[Collected data]
# # # # #

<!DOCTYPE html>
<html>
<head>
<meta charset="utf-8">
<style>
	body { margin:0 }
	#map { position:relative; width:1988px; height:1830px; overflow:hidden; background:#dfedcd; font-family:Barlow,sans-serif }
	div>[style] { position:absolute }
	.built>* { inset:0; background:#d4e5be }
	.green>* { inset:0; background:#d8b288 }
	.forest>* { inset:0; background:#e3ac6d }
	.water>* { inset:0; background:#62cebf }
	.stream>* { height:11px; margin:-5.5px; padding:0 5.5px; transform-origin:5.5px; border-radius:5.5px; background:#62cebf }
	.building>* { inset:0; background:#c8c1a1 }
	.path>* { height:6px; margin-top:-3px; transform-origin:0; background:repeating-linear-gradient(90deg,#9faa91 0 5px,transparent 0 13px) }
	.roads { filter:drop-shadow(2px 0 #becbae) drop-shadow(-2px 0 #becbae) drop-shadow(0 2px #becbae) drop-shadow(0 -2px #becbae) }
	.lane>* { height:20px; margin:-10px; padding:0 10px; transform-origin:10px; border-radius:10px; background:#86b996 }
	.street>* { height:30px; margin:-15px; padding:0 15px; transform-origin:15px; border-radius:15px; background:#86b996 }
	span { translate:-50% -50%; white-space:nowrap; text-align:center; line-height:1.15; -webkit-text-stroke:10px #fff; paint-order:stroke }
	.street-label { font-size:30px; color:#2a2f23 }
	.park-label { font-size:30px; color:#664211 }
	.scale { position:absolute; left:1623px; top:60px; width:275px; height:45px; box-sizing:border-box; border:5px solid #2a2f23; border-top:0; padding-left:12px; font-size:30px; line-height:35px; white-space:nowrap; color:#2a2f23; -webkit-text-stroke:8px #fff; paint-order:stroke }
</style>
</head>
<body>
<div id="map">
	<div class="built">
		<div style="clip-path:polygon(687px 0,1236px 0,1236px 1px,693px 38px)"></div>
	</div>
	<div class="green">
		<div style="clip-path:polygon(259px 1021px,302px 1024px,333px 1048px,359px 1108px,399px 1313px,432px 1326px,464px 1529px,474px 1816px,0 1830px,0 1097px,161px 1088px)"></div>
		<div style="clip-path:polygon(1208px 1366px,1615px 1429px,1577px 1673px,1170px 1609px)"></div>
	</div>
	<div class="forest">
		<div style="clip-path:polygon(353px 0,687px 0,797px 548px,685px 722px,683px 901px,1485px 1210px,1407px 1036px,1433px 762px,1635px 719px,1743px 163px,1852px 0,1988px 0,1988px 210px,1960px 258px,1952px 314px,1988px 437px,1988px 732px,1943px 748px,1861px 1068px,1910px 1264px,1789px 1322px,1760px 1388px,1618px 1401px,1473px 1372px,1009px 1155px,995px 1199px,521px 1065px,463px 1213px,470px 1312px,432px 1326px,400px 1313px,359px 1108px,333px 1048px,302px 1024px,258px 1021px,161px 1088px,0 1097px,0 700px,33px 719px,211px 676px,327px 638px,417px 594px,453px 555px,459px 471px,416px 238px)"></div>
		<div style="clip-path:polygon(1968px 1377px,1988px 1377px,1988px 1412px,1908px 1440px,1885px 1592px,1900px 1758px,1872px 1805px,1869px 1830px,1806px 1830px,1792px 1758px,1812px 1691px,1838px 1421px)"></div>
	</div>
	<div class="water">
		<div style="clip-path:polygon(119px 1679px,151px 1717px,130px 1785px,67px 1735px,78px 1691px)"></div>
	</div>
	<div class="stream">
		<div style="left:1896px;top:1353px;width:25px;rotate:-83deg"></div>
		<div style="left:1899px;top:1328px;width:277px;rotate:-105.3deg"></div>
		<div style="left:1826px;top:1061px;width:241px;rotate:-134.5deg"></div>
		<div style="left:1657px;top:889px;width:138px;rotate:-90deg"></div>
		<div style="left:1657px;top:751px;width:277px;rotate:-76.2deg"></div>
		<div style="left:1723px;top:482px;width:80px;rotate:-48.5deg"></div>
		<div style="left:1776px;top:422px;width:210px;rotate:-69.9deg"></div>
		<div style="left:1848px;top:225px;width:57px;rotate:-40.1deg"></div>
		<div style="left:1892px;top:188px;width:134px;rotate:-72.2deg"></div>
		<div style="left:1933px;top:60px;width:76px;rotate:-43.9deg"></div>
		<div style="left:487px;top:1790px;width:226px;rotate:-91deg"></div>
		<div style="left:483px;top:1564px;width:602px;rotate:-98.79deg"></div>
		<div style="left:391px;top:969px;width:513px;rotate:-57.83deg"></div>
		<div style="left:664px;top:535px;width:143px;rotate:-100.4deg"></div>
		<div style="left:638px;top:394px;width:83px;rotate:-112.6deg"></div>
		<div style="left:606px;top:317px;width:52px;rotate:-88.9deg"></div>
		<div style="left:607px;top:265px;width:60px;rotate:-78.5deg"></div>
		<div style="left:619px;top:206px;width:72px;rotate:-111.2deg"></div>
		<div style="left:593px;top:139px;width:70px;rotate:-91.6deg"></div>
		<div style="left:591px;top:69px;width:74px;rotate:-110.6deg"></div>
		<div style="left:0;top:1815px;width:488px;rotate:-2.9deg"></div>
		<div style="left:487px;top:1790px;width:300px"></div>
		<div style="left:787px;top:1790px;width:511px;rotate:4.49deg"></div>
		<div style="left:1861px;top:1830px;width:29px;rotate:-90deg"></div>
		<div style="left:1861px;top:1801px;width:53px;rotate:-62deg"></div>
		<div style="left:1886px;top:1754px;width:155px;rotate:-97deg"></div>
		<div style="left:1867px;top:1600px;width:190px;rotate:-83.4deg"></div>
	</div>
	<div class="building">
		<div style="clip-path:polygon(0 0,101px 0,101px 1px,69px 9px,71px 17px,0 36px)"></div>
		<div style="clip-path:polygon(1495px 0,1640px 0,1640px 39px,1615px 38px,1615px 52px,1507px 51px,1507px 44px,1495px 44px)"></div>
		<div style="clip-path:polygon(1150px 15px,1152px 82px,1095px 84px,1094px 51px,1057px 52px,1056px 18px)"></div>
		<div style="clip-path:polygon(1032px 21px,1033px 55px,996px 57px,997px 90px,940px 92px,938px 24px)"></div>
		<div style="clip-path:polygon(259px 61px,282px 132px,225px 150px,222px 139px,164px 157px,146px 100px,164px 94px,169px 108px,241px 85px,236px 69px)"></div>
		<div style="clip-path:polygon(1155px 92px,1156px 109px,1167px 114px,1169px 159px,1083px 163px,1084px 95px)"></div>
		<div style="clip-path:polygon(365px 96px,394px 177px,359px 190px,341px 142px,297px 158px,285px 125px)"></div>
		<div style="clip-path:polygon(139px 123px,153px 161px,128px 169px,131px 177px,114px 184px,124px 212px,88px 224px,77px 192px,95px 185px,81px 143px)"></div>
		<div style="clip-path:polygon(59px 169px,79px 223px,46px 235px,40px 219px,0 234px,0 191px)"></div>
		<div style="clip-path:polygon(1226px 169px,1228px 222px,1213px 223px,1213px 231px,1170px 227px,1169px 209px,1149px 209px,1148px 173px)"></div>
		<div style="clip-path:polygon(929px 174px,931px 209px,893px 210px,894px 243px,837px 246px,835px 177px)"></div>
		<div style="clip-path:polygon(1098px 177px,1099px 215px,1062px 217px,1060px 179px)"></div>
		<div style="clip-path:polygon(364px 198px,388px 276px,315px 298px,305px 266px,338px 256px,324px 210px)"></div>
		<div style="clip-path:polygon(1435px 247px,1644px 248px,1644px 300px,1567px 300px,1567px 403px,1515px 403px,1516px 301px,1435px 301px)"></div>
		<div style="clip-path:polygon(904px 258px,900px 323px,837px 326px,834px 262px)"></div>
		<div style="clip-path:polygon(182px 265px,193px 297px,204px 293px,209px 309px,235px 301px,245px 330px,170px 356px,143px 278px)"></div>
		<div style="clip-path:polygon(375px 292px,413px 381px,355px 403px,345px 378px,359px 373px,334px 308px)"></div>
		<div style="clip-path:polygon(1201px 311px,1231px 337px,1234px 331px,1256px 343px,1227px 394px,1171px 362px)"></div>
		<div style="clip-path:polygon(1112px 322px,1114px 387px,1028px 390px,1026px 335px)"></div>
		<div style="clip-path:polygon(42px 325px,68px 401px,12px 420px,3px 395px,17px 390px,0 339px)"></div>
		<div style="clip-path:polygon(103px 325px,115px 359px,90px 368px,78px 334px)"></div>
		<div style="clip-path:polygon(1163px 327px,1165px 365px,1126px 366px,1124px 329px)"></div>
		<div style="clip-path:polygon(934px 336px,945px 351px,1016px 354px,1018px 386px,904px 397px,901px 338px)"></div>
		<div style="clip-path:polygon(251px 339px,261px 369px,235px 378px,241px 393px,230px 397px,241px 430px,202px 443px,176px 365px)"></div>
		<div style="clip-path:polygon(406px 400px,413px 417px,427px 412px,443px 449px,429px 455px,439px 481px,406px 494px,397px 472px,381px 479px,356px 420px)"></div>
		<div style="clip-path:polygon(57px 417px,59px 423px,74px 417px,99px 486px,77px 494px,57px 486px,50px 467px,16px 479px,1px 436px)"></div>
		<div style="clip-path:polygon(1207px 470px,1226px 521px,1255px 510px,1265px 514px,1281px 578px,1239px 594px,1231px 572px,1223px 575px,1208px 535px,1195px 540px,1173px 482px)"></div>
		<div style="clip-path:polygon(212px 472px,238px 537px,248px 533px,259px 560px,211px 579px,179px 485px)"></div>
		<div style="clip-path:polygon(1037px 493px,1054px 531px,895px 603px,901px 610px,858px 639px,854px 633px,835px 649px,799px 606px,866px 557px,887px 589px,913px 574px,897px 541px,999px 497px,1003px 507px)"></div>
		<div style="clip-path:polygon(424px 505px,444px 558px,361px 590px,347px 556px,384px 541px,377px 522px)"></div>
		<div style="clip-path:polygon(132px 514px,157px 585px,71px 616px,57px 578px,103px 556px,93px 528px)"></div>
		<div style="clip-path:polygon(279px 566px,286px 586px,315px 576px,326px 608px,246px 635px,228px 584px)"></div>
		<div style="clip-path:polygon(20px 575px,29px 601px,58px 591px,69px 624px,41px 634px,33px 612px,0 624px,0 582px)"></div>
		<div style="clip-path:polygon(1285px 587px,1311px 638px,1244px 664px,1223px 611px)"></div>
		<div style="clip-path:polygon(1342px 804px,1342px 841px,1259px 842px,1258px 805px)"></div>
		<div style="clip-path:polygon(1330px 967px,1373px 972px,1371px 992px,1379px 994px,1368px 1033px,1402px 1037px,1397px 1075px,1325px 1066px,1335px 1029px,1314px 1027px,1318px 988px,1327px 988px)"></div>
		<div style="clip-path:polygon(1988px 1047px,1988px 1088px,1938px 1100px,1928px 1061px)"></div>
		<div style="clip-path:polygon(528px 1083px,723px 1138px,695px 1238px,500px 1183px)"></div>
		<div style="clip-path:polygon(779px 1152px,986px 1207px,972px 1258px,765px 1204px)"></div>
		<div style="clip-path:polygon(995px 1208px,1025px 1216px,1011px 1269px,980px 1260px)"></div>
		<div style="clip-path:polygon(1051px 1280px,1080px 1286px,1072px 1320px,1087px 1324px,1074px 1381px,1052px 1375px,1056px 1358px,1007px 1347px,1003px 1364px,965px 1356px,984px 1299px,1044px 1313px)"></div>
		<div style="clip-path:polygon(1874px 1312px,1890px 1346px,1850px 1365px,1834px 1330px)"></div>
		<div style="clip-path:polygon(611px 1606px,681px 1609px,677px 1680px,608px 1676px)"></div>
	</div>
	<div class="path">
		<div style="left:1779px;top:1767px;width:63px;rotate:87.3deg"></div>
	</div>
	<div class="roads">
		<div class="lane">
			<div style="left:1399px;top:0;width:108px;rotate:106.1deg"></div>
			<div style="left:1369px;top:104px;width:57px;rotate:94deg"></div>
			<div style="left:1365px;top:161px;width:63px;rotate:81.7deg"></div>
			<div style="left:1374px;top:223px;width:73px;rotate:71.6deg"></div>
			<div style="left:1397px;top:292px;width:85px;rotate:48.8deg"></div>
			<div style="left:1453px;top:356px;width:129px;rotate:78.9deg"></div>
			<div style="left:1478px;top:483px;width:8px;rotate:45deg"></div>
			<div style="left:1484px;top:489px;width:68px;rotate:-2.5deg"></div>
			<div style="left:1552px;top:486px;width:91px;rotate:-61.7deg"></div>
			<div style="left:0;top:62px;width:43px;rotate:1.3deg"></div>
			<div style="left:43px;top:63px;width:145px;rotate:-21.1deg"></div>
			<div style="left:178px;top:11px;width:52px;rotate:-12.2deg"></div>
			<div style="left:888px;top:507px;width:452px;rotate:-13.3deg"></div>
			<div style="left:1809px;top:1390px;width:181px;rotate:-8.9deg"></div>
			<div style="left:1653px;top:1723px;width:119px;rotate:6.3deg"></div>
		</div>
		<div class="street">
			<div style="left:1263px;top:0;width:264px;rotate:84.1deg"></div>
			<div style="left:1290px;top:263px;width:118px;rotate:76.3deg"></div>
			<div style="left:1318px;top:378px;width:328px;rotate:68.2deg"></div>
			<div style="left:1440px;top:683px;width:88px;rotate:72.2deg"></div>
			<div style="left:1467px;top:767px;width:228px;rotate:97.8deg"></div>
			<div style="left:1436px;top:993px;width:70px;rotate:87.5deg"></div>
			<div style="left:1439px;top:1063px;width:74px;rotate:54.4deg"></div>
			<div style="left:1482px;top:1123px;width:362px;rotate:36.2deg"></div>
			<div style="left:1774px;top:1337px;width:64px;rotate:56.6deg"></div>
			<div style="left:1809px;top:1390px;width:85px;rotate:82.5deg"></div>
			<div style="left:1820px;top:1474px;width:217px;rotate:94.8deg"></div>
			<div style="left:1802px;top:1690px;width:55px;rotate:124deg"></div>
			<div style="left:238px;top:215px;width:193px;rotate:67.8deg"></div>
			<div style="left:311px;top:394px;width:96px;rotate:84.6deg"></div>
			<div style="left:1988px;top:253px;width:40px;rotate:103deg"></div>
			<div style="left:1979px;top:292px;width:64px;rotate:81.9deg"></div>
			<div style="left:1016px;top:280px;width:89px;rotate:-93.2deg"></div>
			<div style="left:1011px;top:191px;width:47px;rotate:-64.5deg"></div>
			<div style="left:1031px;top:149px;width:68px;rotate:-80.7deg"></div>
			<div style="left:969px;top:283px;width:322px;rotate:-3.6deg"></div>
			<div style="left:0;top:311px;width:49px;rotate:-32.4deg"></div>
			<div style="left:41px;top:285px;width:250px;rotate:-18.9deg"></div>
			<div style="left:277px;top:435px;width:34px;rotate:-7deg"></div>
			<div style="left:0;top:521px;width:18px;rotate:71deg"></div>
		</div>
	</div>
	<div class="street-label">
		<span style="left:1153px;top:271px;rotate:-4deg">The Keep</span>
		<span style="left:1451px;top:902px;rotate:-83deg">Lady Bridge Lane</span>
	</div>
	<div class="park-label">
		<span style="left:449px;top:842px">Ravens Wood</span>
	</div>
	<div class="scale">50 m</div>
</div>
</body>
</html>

# # # # #

## Task goal:
Search the records for the word "stream" and copy out every line that holds it.

## Written answer:
	.stream>* { height:11px; margin:-5.5px; padding:0 5.5px; transform-origin:5.5px; border-radius:5.5px; background:#62cebf }
	<div class="stream">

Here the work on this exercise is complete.